§ PROBLEM DETAILS: In the copy, include all of the listing exactly and none of its pictures.

====== DATA BELOW

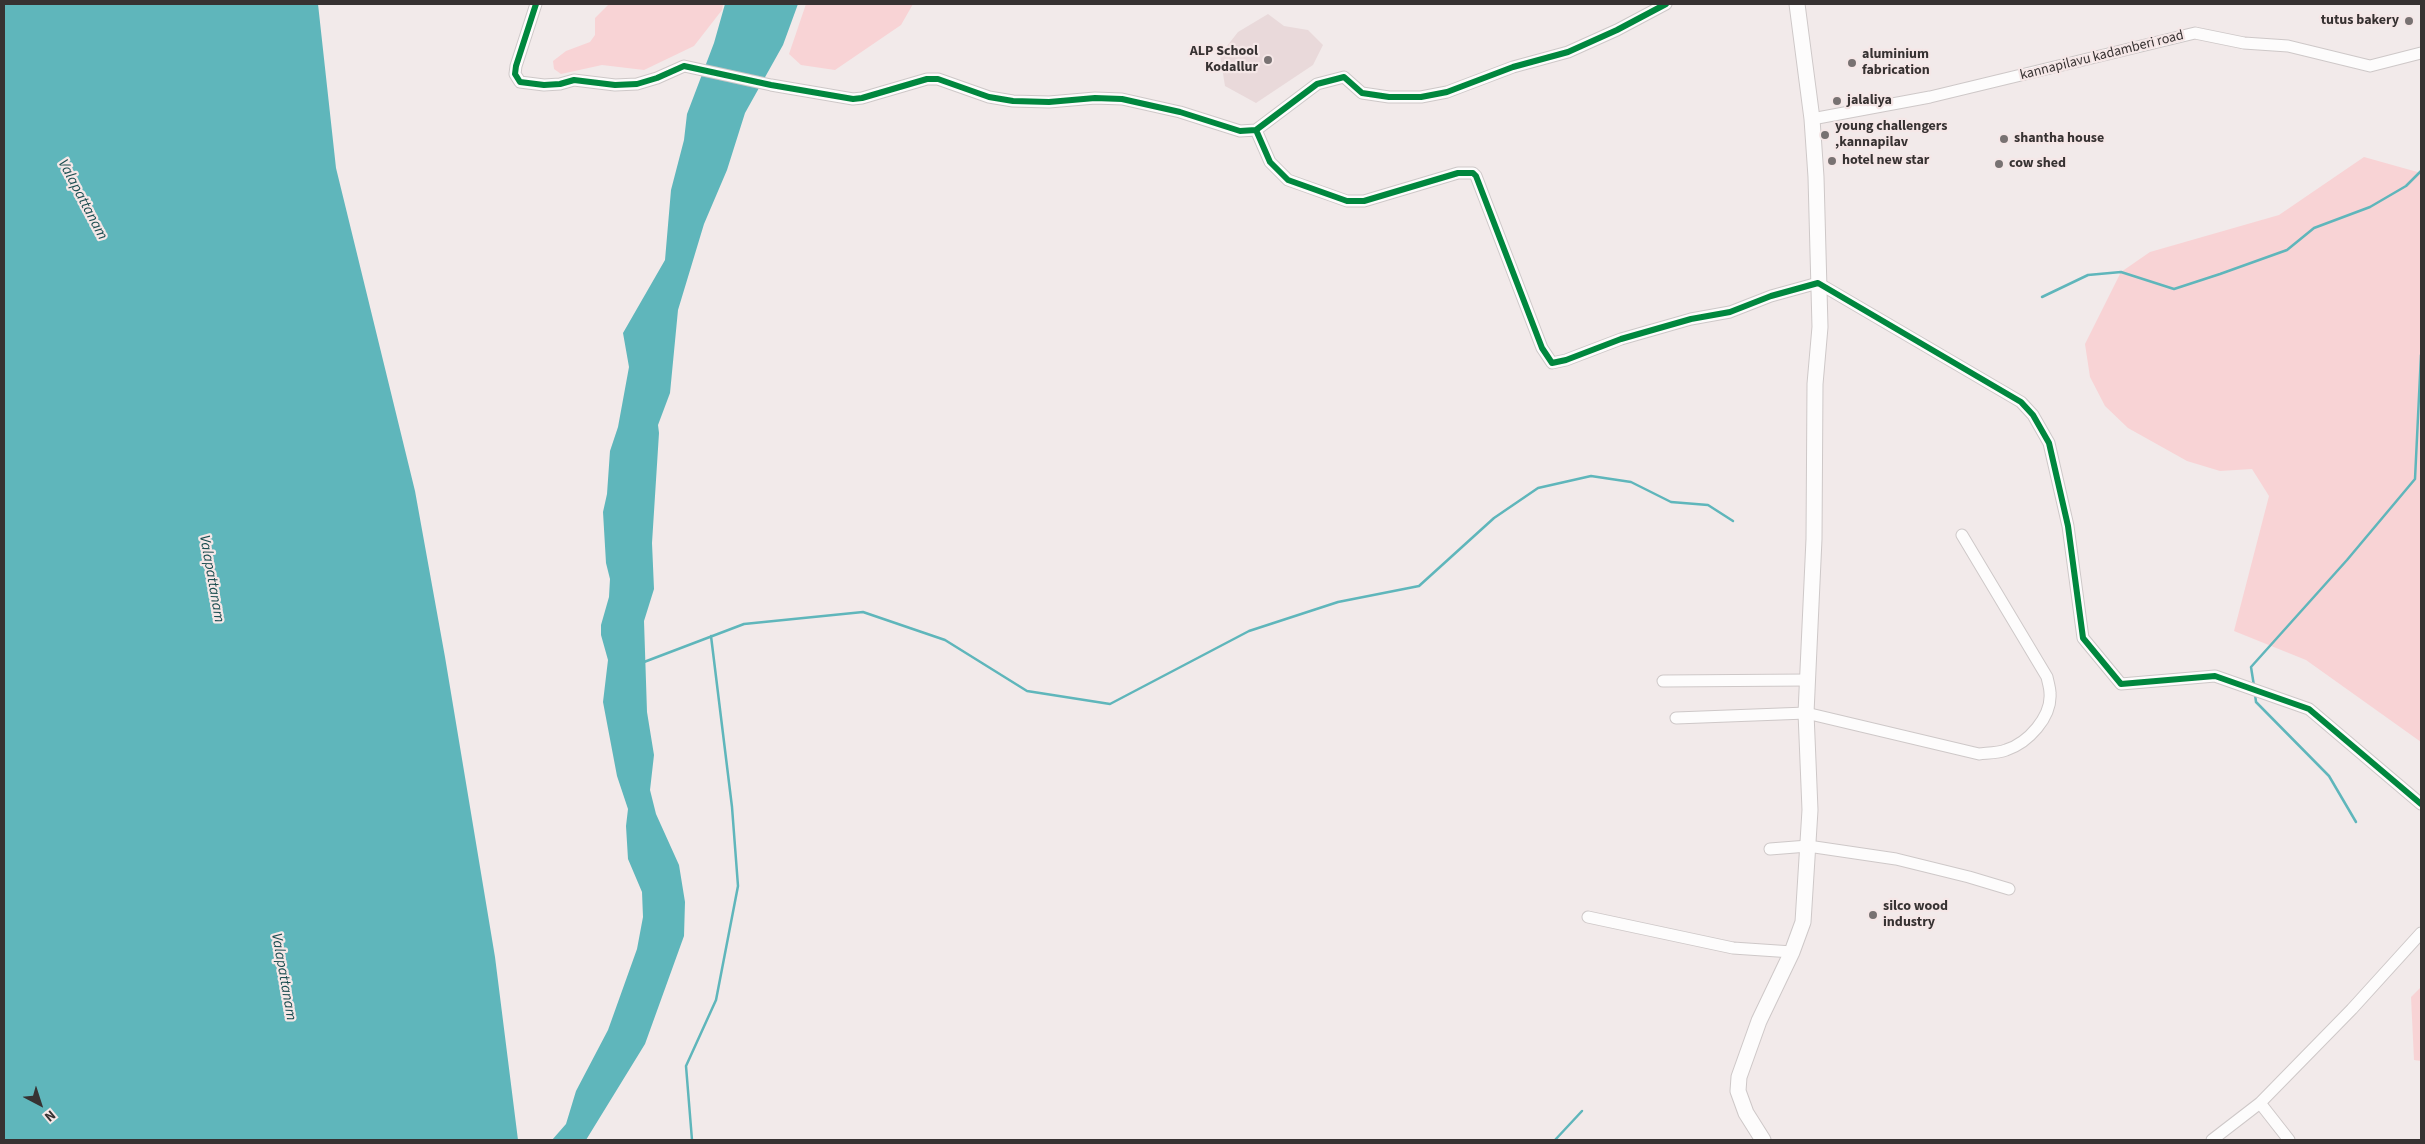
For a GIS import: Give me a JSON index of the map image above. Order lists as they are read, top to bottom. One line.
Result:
{"streets":{"street":["kannapilavu kadamberi road"]},"water":["Valapattanam"],"places":["tutus bakery","ALP School Kodallur","aluminium fabrication","jalaliya","young challengers ,kannapilav","shantha house","hotel new star","cow shed","silco wood industry"],"north":"bottom right"}
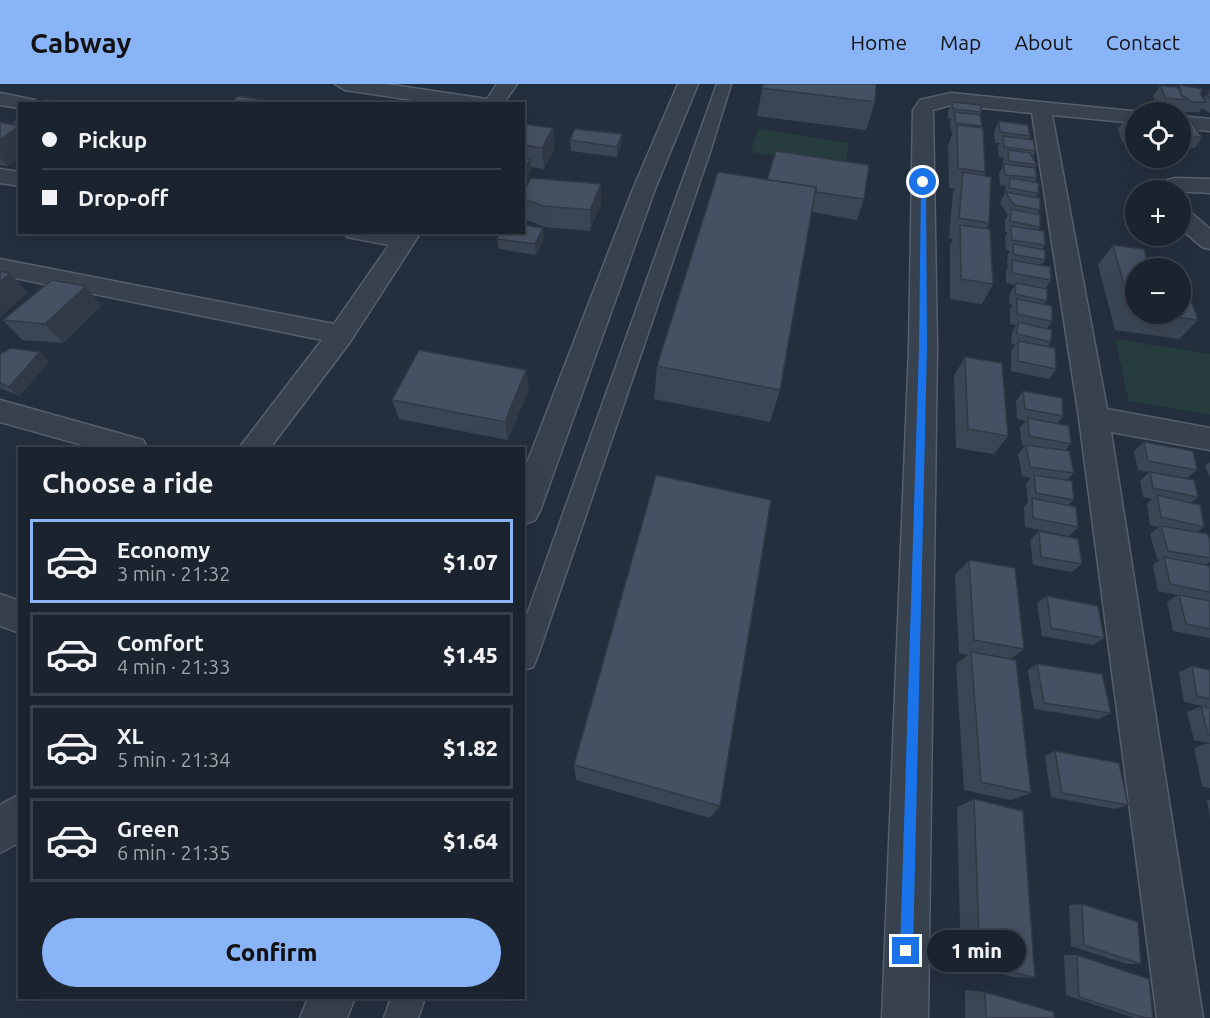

============

§ COMPLETED EXERCISE:
For a GIS import: Give me a JSON index of the map image above. Order lists as they are read, top to bottom. One line.
Result:
{"streets":{"street":["kannapilavu kadamberi road"]},"water":["Valapattanam"],"places":["tutus bakery","ALP School Kodallur","aluminium fabrication","jalaliya","young challengers ,kannapilav","shantha house","hotel new star","cow shed","silco wood industry"],"north":"bottom right"}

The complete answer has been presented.